Copy out each line from the material where the word "index" is found.

--- Excerpted records ---

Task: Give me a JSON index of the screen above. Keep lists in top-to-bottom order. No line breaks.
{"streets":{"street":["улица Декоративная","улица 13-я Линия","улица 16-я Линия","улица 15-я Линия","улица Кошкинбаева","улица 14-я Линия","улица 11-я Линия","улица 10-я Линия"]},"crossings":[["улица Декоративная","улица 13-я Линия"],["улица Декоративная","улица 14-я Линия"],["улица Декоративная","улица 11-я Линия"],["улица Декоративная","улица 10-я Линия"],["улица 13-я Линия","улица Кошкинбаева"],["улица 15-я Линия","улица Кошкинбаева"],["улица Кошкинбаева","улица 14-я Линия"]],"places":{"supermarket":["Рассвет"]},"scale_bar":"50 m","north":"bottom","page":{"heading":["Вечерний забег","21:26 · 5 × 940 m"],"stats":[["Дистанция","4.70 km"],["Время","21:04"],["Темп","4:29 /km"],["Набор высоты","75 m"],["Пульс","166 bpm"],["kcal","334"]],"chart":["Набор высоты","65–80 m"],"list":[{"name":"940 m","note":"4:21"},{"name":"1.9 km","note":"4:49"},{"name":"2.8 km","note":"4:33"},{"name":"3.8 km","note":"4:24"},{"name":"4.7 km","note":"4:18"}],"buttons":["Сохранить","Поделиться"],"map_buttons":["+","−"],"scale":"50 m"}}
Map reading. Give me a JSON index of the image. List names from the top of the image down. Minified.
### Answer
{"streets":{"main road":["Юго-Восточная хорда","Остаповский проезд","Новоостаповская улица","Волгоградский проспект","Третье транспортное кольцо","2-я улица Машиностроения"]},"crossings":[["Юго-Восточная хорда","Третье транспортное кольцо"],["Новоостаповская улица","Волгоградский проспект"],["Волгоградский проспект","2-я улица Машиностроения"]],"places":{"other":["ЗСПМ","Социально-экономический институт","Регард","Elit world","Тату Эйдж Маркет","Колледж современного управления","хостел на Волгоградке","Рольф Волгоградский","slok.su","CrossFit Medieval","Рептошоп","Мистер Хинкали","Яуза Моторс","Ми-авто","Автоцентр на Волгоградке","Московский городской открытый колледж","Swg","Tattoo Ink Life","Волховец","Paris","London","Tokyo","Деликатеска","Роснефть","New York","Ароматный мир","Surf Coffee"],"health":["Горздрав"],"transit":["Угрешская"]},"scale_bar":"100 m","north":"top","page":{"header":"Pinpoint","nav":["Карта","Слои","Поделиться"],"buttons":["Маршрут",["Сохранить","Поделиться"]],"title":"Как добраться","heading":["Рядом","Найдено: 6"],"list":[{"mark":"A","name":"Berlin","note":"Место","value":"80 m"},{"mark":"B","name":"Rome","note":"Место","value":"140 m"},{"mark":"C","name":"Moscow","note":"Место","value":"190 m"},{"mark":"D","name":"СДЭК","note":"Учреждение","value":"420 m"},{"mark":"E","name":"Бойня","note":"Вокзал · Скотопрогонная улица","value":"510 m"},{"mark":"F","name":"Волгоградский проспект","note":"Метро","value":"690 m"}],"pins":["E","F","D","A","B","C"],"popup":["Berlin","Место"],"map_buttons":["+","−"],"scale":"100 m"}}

---

** Task solution **
Task: Give me a JSON index of the screen above. Keep lists in top-to-bottom order. No line breaks.
Map reading. Give me a JSON index of the image. List names from the top of the image down. Minified.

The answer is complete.